Читаем Стрельцы у трона полностью

   Дряблая кожа ложилась везде складками. Суставы рук и ног проступали отчетливо сейчас. А бывали дни, когда ноги вдруг разбухали и обувь оставляла на них глубокие, вдавленные следы, словно на мягкой глине.

   -- Кровь и влага останавливается в жилах вашего царского величества, -- объяснял Гаден державному больному.

   Но от объяснений не становилось легче...

   Сейчас, устав от несложной работы, от раздеванья, в котором ему помогали Нарышкин и Али, Алексей раскинулся на белоснежной подстилке, склонясь головой к шелковым подушкам, брошенным на тахты предбанника.

   Гаден прикрыл его заботливо легким кафтаном на собольем меху, чтобы тело не охлаждалось слишком сильно.

   Али вошел в парильню готовить вся для мытья.

   Деревянные лавки и полок были начисто выструганы, выглажены и блестели, как серебро.
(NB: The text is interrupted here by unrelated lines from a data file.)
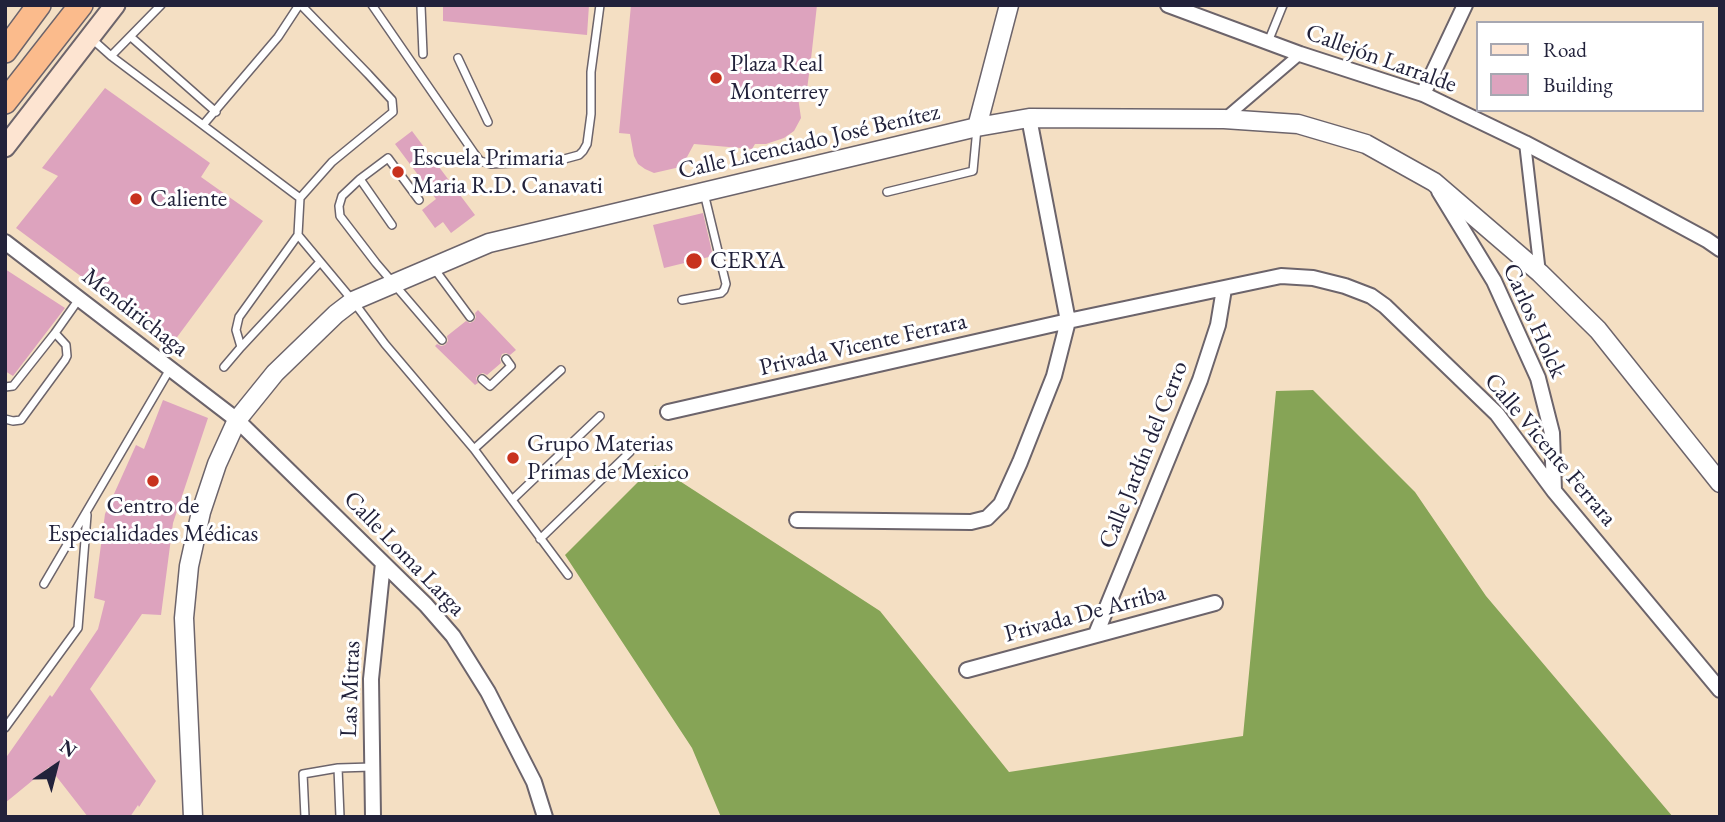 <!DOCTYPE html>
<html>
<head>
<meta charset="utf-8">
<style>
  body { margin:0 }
  #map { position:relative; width:1725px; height:822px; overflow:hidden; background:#f4dfc3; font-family:"EB Garamond",serif }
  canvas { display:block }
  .frame { position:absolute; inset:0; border:7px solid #22223b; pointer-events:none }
  .legend { position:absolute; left:1476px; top:21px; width:228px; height:91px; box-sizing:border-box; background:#fff; border:2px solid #a7a7b1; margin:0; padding:9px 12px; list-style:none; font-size:21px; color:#22223b }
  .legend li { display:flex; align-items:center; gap:14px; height:35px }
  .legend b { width:35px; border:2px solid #a7a7b1 }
  .north { position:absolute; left:21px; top:731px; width:70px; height:70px; -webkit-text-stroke:5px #fff; paint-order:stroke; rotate:35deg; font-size:19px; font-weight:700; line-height:28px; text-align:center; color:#22223b }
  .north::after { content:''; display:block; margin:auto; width:24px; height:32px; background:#22223b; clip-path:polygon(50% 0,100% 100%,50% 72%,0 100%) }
</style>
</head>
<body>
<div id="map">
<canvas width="1725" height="822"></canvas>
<div class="frame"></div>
<ul class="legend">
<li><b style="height:9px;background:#fde4d1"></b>Road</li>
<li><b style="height:19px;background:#dda3be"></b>Building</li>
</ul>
<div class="north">N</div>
</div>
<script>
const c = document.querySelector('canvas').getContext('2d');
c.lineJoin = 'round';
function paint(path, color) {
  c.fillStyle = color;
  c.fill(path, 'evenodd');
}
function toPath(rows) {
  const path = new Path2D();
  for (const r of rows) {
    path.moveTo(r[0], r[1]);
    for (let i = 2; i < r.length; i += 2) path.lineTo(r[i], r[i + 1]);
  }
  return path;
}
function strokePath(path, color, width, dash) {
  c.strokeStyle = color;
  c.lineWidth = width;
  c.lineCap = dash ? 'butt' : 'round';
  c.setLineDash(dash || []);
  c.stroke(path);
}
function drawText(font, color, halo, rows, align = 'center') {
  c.font = font + ' "EB Garamond",serif';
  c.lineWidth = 6;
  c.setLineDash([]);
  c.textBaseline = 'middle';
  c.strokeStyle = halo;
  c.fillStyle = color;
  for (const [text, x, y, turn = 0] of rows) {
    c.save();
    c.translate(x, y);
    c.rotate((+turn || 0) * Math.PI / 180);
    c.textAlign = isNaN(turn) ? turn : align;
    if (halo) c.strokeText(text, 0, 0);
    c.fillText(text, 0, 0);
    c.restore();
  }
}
paint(toPath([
  [1313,390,1415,492,1486,596,1673,817,721,817,692,748,565,555,655,465,880,611,1009,772,1243,736,1276,391]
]), '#86a456');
paint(toPath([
  [443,5,589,5,587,35,443,21],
  [631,5,817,5,811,59,806,97,798,97,801,118,794,131,784,138,766,144,755,144,752,149,694,144,687,157,680,167,654,173,645,169,638,164,634,156,630,134,619,133],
  [105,88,210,163,201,177,263,221,172,344,16,228,58,176,42,168],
  [412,131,475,215,451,233,443,222,435,228,422,210,436,199,395,144],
  [703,213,713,256,664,268,653,225],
  [5,269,65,308,13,376,5,371],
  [478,310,516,350,510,355,506,353,502,354,500,359,501,363,487,375,483,373,478,375,476,378,478,383,475,385,435,346,437,344,441,346,445,345,448,341,447,336,466,321,470,323,474,321,476,317,475,313],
  [163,400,208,418,173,523,161,615,142,614,90,689,156,781,139,807,138,805,130,817,88,817,49,767,5,803,5,759,50,695,52,697,98,629,105,601,94,598,105,514,136,445,144,449]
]), '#dda3be');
const service = toPath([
  [301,5,368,74,392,100,393,112,332,162,300,198,298,235,239,317,236,330,241,347,320,262],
  [372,5,474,153,480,161,491,164,557,161,579,155,583,151,587,144,591,114,591,72,600,5],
  [421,6,423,54],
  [131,37,216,112],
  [92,39,111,56,300,198],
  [1268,42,1283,5],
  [111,56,161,5],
  [458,58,488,122],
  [203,125,278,37,299,5],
  [360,179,392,225],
  [887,192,973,171,977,128],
  [419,200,388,158,360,179,342,196,339,206,340,216,376,263,442,340],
  [298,235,353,301,385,344,474,449,568,575],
  [433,267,470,317],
  [682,300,721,293,724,290,726,284,704,193],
  [224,367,241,347],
  [482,379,490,386,511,366,506,359],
  [5,387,13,386,55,333],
  [5,419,13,421,21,420,65,360,67,356,66,345,55,333,79,299],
  [474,449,561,370],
  [512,500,600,416],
  [540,539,630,452],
  [44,584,170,369],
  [5,728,78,628,87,515],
  [338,768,340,817],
  [305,817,303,774,338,768,372,767]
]);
const pedestrian = toPath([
  [1224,119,1300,54],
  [1525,143,1540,273]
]);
const minor = toPath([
  [1168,5,1300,54,1423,94,1525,143,1622,194,1707,240,1720,249],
  [1423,94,1465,5],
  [1439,191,1494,281,1538,378,1552,433,1554,491],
  [5,242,237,420,426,605,453,636,488,692,534,782,545,817],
  [668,412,1068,321,1281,276,1313,278,1345,286,1371,296,1385,306,1497,414,1554,491,1720,690],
  [797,520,971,522,987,518,1001,504,1020,462,1054,376,1068,321,1029,118],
  [1096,634,1200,380,1218,325,1224,289],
  [967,670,1215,603],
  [373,817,371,679,383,563]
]);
const tertiary = toPath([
  [977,127,1009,5],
  [193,817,184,618,189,566,201,512,217,464,237,420,275,373,336,314,353,301,489,243,977,127,1029,118,1224,119,1298,124,1366,144,1434,182,1540,273,1598,330,1720,483]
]);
const secondary = toPath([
  [5,147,115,5]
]);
const trunk = toPath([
  [5,51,39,5],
  [5,102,81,5]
]);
strokePath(service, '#6c646b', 10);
strokePath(pedestrian, '#6c646b', 14);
strokePath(minor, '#6c646b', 18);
strokePath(tertiary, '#6c646b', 21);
strokePath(secondary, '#6c646b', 23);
strokePath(trunk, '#6c646b', 26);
strokePath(service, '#fff', 7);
strokePath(pedestrian, '#fff', 10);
strokePath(minor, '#fff', 14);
strokePath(tertiary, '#fff', 18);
strokePath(secondary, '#fde4d1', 19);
strokePath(trunk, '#fbbb8c', 23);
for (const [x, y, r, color] of [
  [716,78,7,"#c8321e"],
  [398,172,7,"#c8321e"],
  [136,199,7,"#c8321e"],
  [694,261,9,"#c8321e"],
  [513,458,7,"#c8321e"],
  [153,481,7,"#c8321e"]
]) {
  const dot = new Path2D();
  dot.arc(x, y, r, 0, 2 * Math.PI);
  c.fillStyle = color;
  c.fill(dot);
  strokePath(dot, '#fff', 2.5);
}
drawText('24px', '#22223b', '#fff', [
  ["Callejón Larralde",1381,59,20],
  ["Calle Licenciado José Benítez",809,142,-13],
  ["Mendirichaga",135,313,38],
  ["Carlos Holck",1534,321,66],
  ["Privada Vicente Ferrara",863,345,-13],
  ["Calle Vicente Ferrara",1550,450,50],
  ["Calle Jardín del Cerro",1144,455,-68],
  ["Calle Loma Larga",404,554,46],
  ["Privada De Arriba",1085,614,-15],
  ["Las Mitras",351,689,-88]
]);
drawText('24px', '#22223b', '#fff', [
  ["Plaza Real",730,64],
  ["Monterrey",730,92],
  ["Escuela Primaria",412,158],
  ["Maria R.D. Canavati",412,186],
  ["Caliente",150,199],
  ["CERYA",710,261],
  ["Grupo Materias",527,444],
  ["Primas de Mexico",527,472],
  ["Centro de",153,506,"center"],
  ["Especialidades Médicas",153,534,"center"]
], 'left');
</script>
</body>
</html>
Пол был устлан мягким, молодым можжевельником, как и скамьи и весь полок. От ветвей шел такой легкий приятный аромат. Большой, замурованный в печь котел с краном был полон кипятком. В углу стояла кадка с чистой холодной водой, лежали веники, губки на скамье, куски душистого мыла.

   Тут же стоял большой жбан с квасом, настоянном на мяте, чебреце и других ароматных травах. Али черпнул его ковшом и плеснул на раскаленную каменку, чтобы поднять температуру в парильне.

   Душистые, густые клубы пара отпрянули от раскаленных камней и заполнили помещение, быстро рассеиваясь, исчезая из виду и оставляя после себя только приятную, влажную теплоту и здоровый, бодрящий аромат.

   Вошел Алексей.

   После первых омовений явился сюда и Гаден с какими-то флаконами, баночками, мазями.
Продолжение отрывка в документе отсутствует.